Clinical depression on the other hand, is a medical disorder. It won’t go away because you want it to and it lingers for at least two weeks. In some cases even years. It interferes with daily life, such as one’s ability to work, play, or love. Depression can have a variety symptoms which include a low mood, loss of interest, appetite changes, feeling worthless or overly guilty, sleeping too much or too little, poor concentration, restlessness or slowness, loss of energy, eating too much or too little, or recurrent thoughts of suicide. If you have at least 5 of these symptoms, according to psychiatric guidelines, you qualify for a diagnosis of depression.
It goes beyond behavioral symptoms. There are physical manifestations within the brain. These changes can be seen with the naked eye and medical imaging. Volumes of the frontal lobes and hippocampus are actually smaller. Microscopically, there is the abnormal transmission or deficiency of certain neurotransmitters (especially serotonin, norepinephrine, and dopamine), changes in the circadian rhythm (especially in REM with depressed individuals spending too much time in REM and changes in the slow-wave parts of the sleep cycle), and endocrine changes (such as high cortisol and dysregulation of thyroid function). However, still much work is to be done to get a complete picture of the causes of depression. It seems to be quite a complex interaction between genetic predisposition and the environment.
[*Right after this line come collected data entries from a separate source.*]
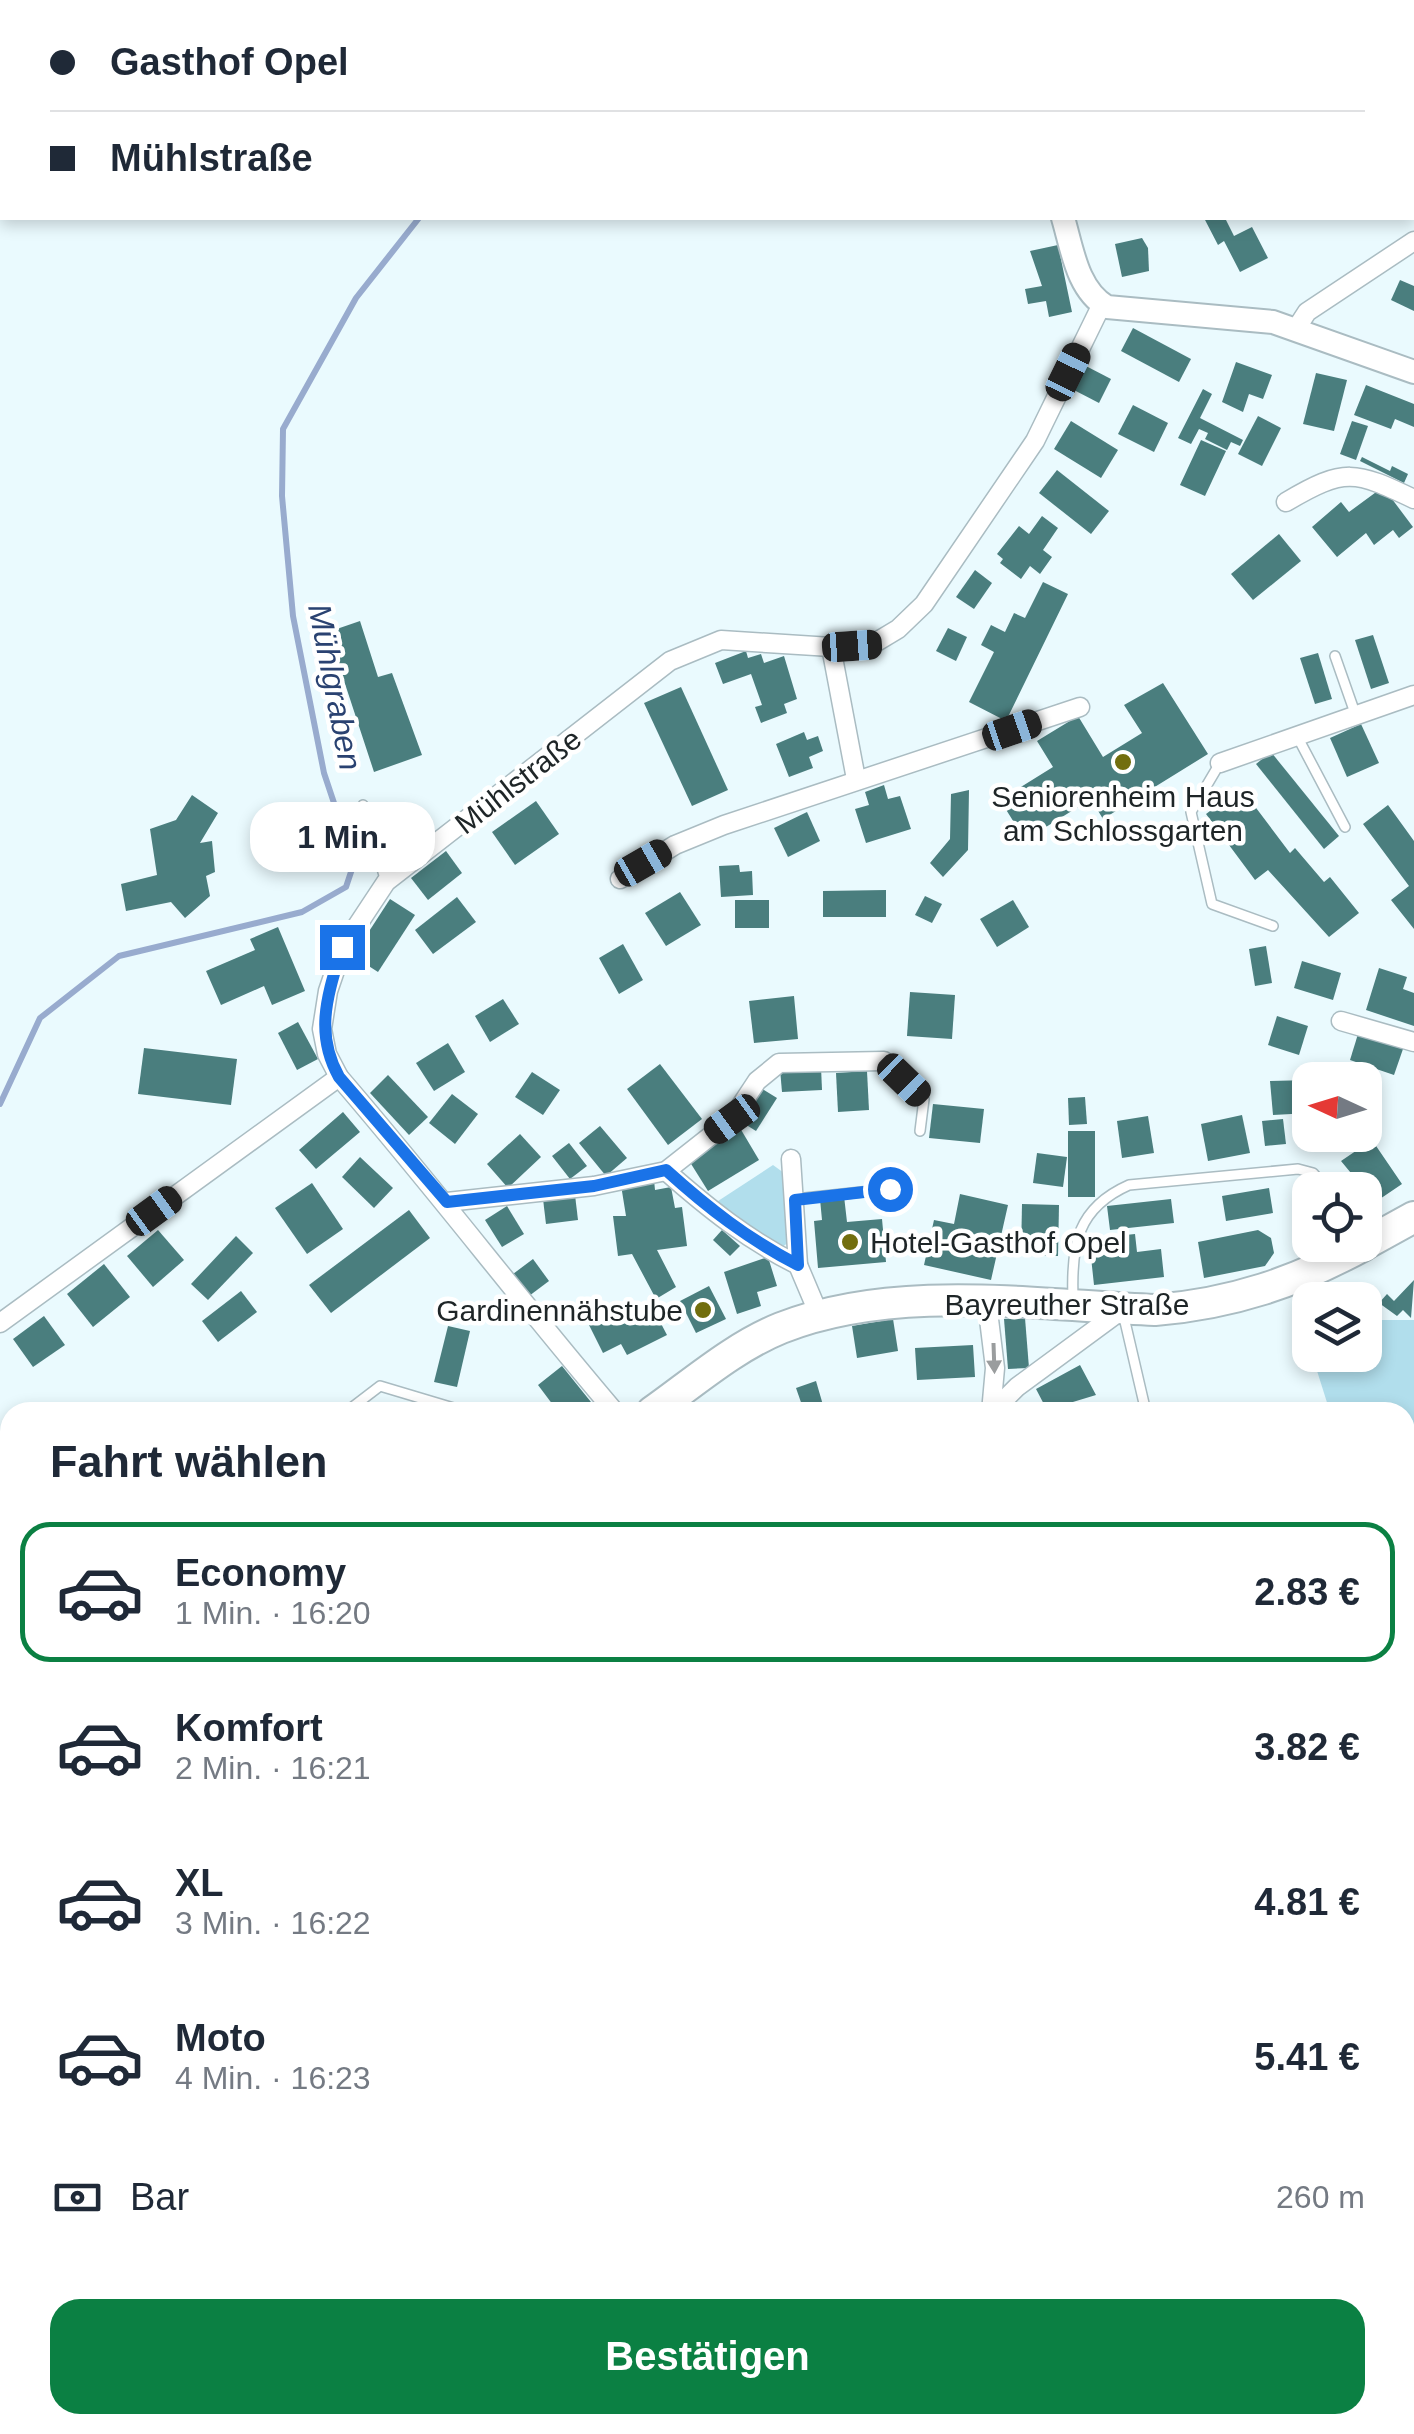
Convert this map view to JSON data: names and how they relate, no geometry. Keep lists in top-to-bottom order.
{
  "streets": {
    "main road": ["Bayreuther Straße"],
    "street": ["Mühlstraße"]
  },
  "water": ["Mühlgraben"],
  "places": ["Seniorenheim Haus am Schlossgarten", "Hotel-Gasthof Opel", "Gardinennähstube"],
  "north": "left",
  "page": {
    "banner": ["Gasthof Opel", "Mühlstraße"],
    "bubble": "1 Min.",
    "heading": "Fahrt wählen",
    "list": [
      {
        "name": "Economy",
        "note": "1 Min. · 16:20",
        "value": "2.83 €"
      },
      {
        "name": "Komfort",
        "note": "2 Min. · 16:21",
        "value": "3.82 €"
      },
      {
        "name": "XL",
        "note": "3 Min. · 16:22",
        "value": "4.81 €"
      },
      {
        "name": "Moto",
        "note": "4 Min. · 16:23",
        "value": "5.41 €"
      }
    ],
    "pay": ["Bar", "260 m"],
    "buttons": "Bestätigen"
  }
}
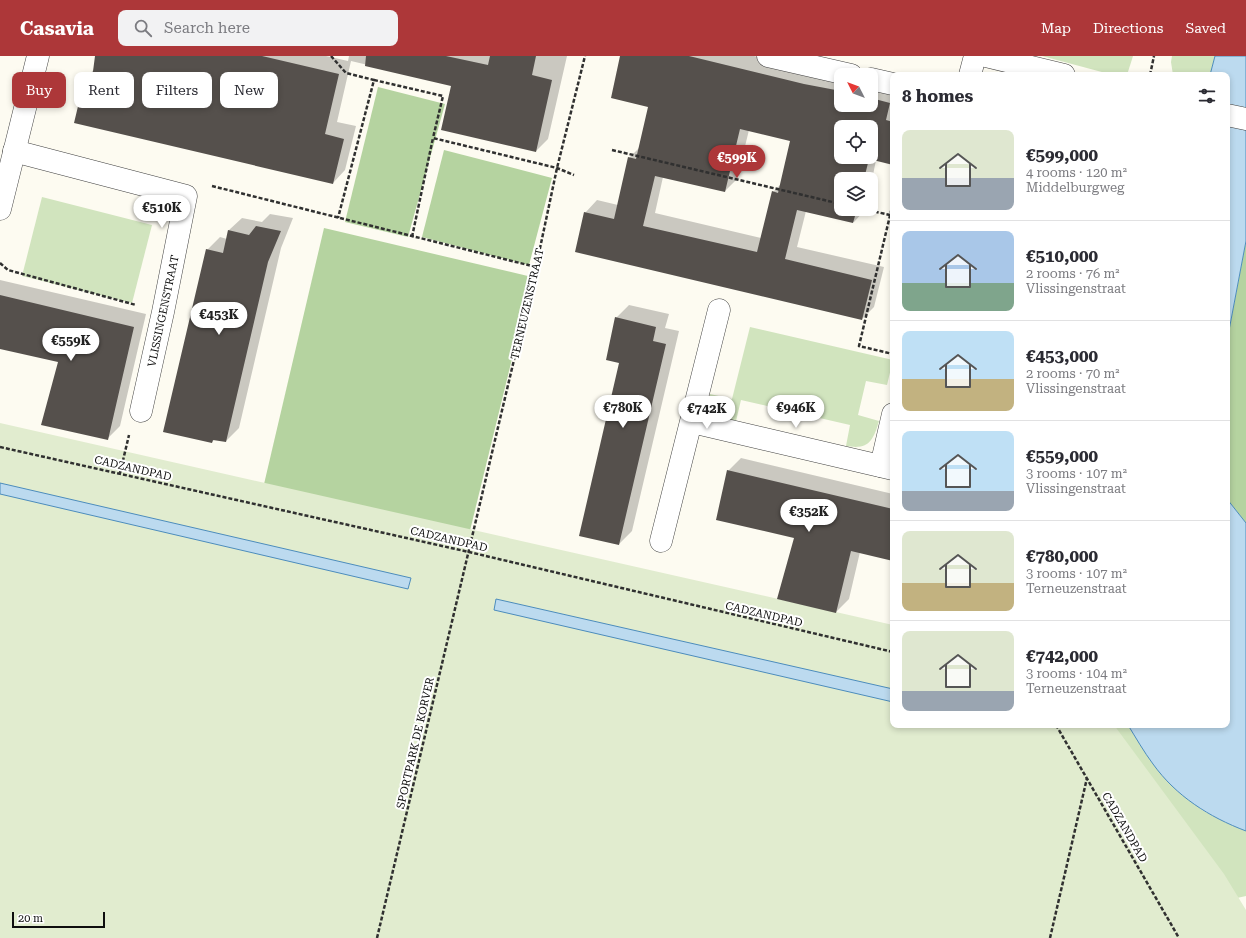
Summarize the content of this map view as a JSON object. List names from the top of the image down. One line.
{"streets":{"street":["VLISSINGENSTRAAT"],"path":["TERNEUZENSTRAAT","CADZANDPAD","SPORTPARK DE KORVER"]},"crossings":[["TERNEUZENSTRAAT","CADZANDPAD"],["TERNEUZENSTRAAT","SPORTPARK DE KORVER"],["CADZANDPAD","SPORTPARK DE KORVER"]],"scale_bar":"20 m","north":"top left","page":{"header":"Casavia","search":"Search here","nav":["Map","Directions","Saved"],"chip":["Buy","Rent","Filters","New"],"heading":"8 homes","list":[{"name":"€599,000","note":"4 rooms · 120 m² · Middelburgweg"},{"name":"€510,000","note":"2 rooms · 76 m² · Vlissingenstraat"},{"name":"€453,000","note":"2 rooms · 70 m² · Vlissingenstraat"},{"name":"€559,000","note":"3 rooms · 107 m² · Vlissingenstraat"},{"name":"€780,000","note":"3 rooms · 107 m² · Terneuzenstraat"},{"name":"€742,000","note":"3 rooms · 104 m² · Terneuzenstraat"}],"price":["€599K","€510K","€453K","€559K","€780K","€946K","€742K","€352K"],"scale":"20 m"}}
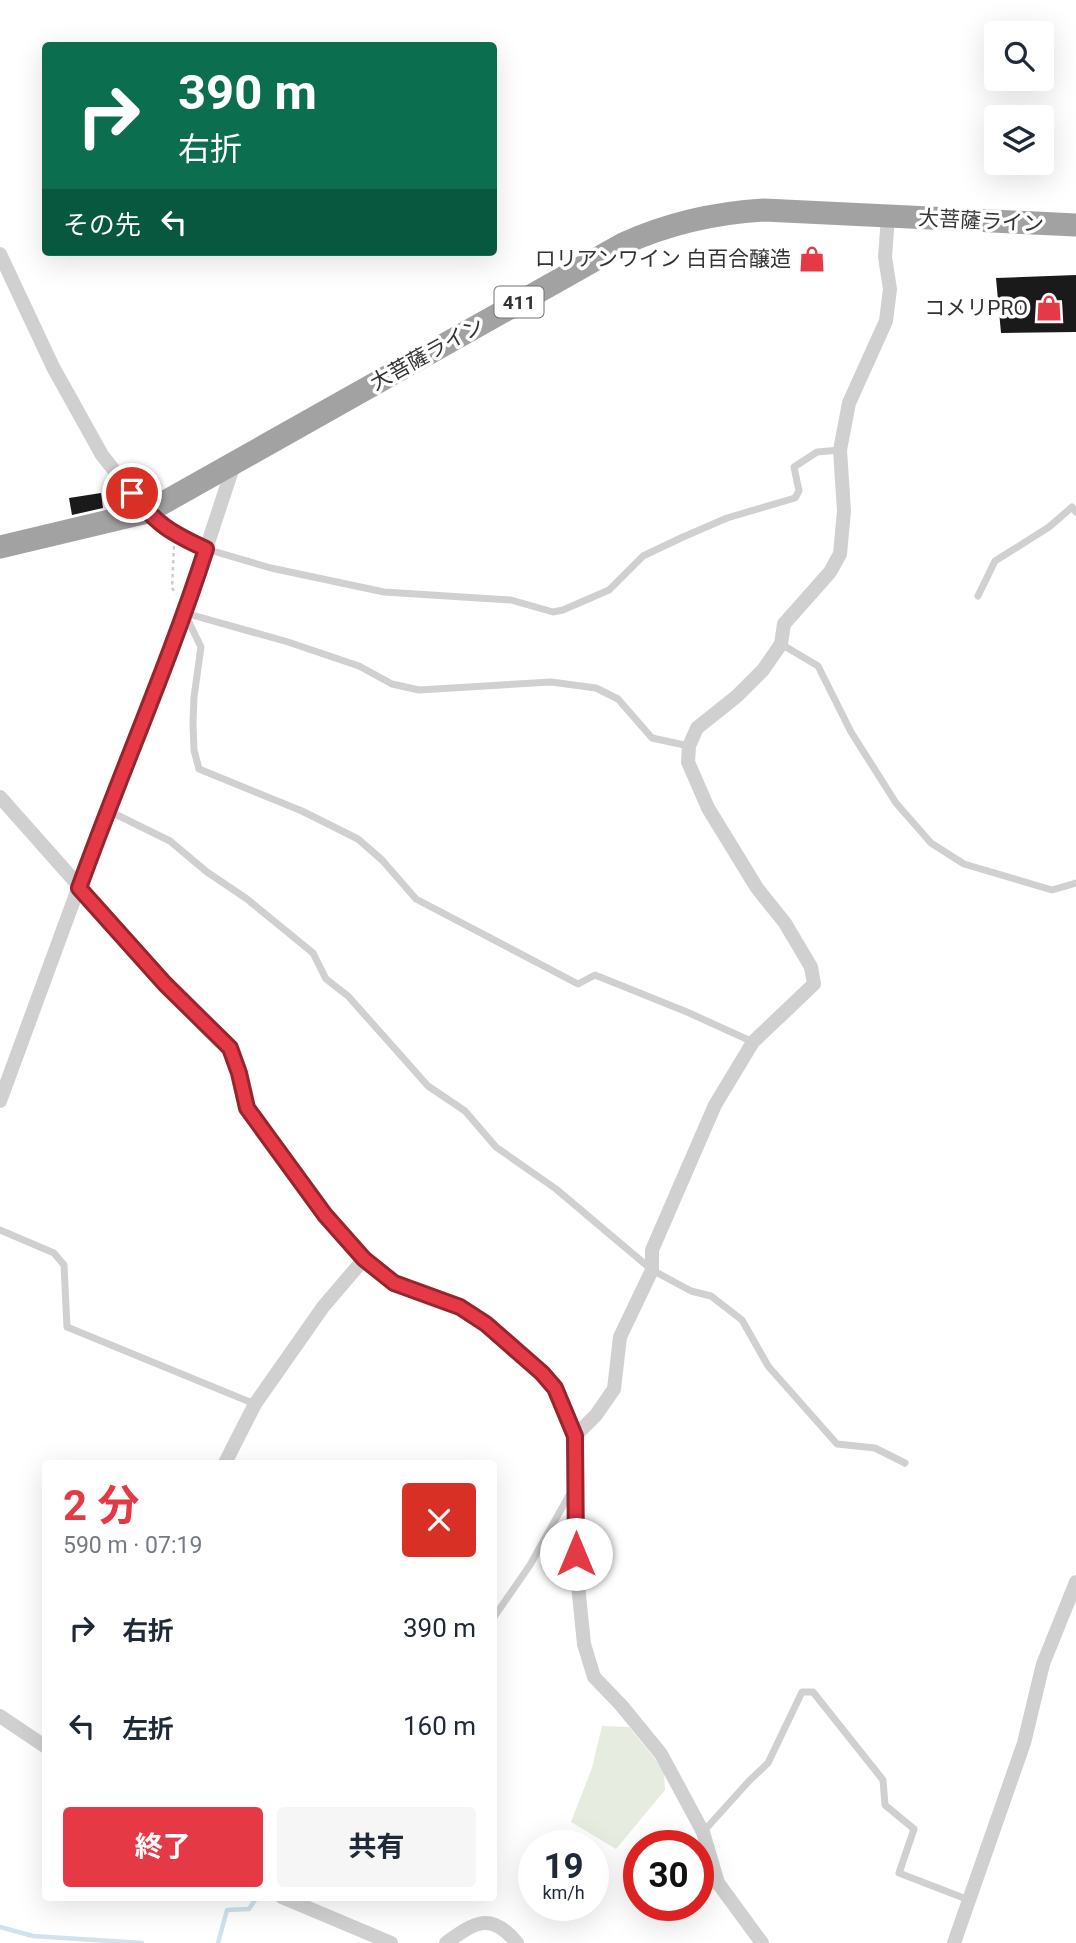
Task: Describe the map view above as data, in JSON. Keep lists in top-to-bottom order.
{
  "streets": {
    "highway": ["大菩薩ライン", "411"]
  },
  "places": {
    "shop": ["ロリアンワイン 白百合醸造", "コメリPRO"]
  },
  "page": {
    "turn": ["390 m", "右折"],
    "then": "その先",
    "heading": ["2 分", "590 m · 07:19"],
    "list": [
      {
        "name": "右折",
        "value": "390 m"
      },
      {
        "name": "左折",
        "value": "160 m"
      }
    ],
    "buttons": ["終了", "共有"],
    "speed": "19 km/h",
    "limit": "30"
  }
}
Don’t wait any longer to look for help. According to the National Institute of Mental Illness, it takes the average person with mental illness 10 years to ask for help. But there are effective treatments. Medication and therapy work synergistically to enhance one’s neurochemistry. In more stubborn cases, electroconvulsive therapy, which generates a controlled seizure under anesthesia is highly effective and well tolerated. In addition, TMS is also a great outpatient treatment offered. If you know someone who struggles with depression, show your support and gently encourage them to look for the care they deserve. You can even offer to help with specific tasks and looking for providers in the area or setting up an appointment. To someone with depression, those first steps can seem insurmountable. If they feel guilty or ashamed, reassure them that this is a medical condition. If you have not experienced depression yourself, avoid comparing it to times that you felt down. This can make someone feel guilty for struggling. Even talking about depression openly can help. For example, asking someone about suicidal thoughts can actually reduce suicide risk as evidenced by the literature. The open discussion can erode stigma and make it easier to seek help.